The best of the Cosmic Inspiro-Cloud 2012
For the last four years, I have published a daily image on Tumblr under the banner of the Cosmic Inspiro-Cloud. This started out as a collection of images that I wanted to keep for easy reference – a sort of Pinterest before its time – but I developed a curiosity about the popularity of certain images and the lack of appeal of others, measured through Tumblr’s notes system. I know that many people from a planning background – including some that I work with – find many of these images rather challenging (grim, depressing, cheerless). Many of them lie well outside the boundaries of acceptability for many practitioners – or perhaps many can’t associate these images with actual practice. This is especially the case with images featuring the recurring themes of concrete, brutalism, modernism, Le Tiers Paysage or Terrain Vague.
During 2012, the Cosmic Inspiro-Cloud posted 366 images in monthly themes as follows – with their numbers of notes (likes) shown in brackets and their ranking:
- January – Infrastructure (372) 10th
- February – Fritz Schupp (986) 1st
- March – Ulrich Müther (201) 11th
- April – Small Japanese Houses (377) 9th
- May – Installations and projects (145) 12th
- June – California Modern (623) 6th
- July – Infrastructure (446) 8th
- August – Stripes (726) 4th
- September – Czechoslovakia Modernism (683) 5th
- October – Hungarian Modernism (741) 3rd
- November – Polish Modernism (888) 2nd
- December – Italian Rationalism (477) 7th
Scan through the images in the archive.
The most popular theme for the year was the work of Fritz Schupp, architect of many coal mines and industrial facilities of the late 1940-50s in Germany. This theme also supplied the second placed image – Zeche Adolf von Hansemann, Dortmund, designed in 1954 by Schupp. In second place was a collection of images of Polish Modernism. The enduring popularity of modern architecture was also evident in the third to sixth placed themes of Hungarian Modernism, Czechoslovakian Modernism, Italian Rationalism and Californian Modern.
At the other end of the scale, infrastructure, projects, art installations and the architecture of poor old Ulrich Müther just didn’t appeal at all as a group although there were individual images that were popular. Even the work of Frei Otto was overlooked and challenging projects such as the Euthanasia Coaster were largely ignored.
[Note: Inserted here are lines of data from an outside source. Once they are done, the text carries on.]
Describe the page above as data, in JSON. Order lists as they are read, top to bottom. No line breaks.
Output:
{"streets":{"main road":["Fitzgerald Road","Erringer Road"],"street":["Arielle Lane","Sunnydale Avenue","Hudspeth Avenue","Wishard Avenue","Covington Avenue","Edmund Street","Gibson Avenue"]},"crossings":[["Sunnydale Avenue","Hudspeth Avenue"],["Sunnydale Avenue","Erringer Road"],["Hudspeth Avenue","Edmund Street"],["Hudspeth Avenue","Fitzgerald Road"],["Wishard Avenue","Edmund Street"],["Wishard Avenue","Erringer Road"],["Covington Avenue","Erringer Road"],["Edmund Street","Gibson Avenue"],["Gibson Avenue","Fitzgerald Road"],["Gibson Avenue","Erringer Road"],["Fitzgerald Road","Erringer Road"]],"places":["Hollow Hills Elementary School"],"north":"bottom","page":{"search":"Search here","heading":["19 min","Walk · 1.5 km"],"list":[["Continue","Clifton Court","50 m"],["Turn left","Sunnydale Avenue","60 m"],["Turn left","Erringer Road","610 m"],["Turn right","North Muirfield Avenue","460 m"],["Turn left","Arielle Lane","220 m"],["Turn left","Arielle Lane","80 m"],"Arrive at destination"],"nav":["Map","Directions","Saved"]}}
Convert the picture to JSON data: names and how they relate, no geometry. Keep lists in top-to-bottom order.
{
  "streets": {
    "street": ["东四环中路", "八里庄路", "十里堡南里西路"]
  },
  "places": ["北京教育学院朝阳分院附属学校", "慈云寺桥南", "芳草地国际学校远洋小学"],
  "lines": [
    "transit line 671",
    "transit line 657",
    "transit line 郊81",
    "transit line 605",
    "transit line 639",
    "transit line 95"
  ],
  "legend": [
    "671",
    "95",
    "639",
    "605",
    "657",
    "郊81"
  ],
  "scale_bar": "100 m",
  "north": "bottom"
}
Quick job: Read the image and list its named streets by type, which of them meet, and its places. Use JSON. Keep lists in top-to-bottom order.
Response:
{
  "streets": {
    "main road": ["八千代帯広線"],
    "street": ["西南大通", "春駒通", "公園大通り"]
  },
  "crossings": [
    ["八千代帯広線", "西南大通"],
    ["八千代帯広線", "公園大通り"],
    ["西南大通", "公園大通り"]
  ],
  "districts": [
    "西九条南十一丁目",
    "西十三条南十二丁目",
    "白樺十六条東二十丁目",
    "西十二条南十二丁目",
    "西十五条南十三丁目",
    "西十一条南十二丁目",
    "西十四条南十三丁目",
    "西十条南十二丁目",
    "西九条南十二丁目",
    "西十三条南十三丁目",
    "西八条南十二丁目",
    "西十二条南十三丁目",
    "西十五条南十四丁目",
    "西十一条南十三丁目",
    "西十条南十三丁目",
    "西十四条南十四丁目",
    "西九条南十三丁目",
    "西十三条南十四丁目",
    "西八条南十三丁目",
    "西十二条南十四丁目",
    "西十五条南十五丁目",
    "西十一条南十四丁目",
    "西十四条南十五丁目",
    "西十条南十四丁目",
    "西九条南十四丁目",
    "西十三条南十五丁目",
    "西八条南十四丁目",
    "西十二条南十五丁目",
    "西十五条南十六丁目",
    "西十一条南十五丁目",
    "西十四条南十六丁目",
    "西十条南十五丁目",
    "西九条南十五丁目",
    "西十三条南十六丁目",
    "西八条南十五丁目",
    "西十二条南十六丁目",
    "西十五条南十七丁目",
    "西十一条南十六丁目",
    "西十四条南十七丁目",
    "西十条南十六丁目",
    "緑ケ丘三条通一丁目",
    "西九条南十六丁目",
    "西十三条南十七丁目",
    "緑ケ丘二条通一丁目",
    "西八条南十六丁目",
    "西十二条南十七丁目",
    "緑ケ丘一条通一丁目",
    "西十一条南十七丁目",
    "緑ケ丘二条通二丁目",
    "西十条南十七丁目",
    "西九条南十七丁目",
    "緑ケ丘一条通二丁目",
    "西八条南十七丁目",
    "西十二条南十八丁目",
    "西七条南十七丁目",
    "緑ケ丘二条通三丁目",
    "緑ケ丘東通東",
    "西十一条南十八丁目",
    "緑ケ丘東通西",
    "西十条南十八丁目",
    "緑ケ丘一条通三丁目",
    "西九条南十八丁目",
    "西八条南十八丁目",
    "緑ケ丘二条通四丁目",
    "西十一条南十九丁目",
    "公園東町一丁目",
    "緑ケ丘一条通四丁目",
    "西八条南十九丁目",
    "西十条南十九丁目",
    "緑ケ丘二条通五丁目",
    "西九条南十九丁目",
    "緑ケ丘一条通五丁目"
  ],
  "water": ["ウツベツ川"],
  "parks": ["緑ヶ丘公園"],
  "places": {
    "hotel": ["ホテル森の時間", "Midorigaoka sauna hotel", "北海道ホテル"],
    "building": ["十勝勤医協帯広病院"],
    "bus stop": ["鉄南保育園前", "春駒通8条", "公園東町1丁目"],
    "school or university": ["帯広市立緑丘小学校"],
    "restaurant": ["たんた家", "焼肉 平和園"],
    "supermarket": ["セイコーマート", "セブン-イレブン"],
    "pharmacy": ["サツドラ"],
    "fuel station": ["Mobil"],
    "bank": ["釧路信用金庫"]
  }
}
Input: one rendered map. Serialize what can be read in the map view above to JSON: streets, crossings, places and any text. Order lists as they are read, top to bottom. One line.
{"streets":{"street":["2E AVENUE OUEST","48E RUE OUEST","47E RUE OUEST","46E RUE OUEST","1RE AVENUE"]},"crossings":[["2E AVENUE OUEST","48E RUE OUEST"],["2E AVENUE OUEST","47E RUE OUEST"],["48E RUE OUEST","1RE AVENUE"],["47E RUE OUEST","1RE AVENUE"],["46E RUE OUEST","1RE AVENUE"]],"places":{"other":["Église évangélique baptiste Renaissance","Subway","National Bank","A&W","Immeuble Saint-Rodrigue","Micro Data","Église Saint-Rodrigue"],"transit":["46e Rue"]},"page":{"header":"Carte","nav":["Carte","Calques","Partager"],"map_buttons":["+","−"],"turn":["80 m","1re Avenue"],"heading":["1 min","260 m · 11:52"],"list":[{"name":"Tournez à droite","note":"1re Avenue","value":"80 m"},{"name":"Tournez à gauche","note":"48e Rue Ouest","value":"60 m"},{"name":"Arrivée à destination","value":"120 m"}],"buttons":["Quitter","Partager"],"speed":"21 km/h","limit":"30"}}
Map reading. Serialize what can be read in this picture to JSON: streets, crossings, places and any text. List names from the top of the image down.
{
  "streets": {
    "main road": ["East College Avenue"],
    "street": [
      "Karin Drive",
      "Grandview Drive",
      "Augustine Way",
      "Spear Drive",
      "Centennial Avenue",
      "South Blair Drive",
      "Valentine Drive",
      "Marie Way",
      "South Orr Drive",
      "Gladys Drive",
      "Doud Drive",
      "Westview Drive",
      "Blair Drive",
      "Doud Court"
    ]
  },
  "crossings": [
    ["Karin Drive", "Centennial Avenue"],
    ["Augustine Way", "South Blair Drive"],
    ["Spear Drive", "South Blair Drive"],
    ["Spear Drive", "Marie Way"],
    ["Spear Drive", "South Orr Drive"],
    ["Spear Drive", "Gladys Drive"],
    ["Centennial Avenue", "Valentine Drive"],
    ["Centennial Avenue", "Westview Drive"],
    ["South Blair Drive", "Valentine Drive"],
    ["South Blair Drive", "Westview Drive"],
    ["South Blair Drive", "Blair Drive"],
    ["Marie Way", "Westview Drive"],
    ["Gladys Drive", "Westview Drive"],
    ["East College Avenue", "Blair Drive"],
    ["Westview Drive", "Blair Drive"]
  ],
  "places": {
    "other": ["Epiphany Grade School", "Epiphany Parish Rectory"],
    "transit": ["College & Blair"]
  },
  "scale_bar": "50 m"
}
In August 2012, inspired by an article in AA Files 63 by Ashley Paine, I put together a month of striped buildings to see what the reaction would be. The theme ended up in fourth place for the year but more or less on the basis of one image alone. This was the most popular image of the year, namely Mario Botta’s Church of St John the Baptist, Lavizzara, Switzerland, 1996. I was surprised. Fritz Schupp was second with the Zeche Adolf von Hansemann, Dortmund from 1954 and in third place was William Russell Everett’s Everett House, Orinda, California from 1951.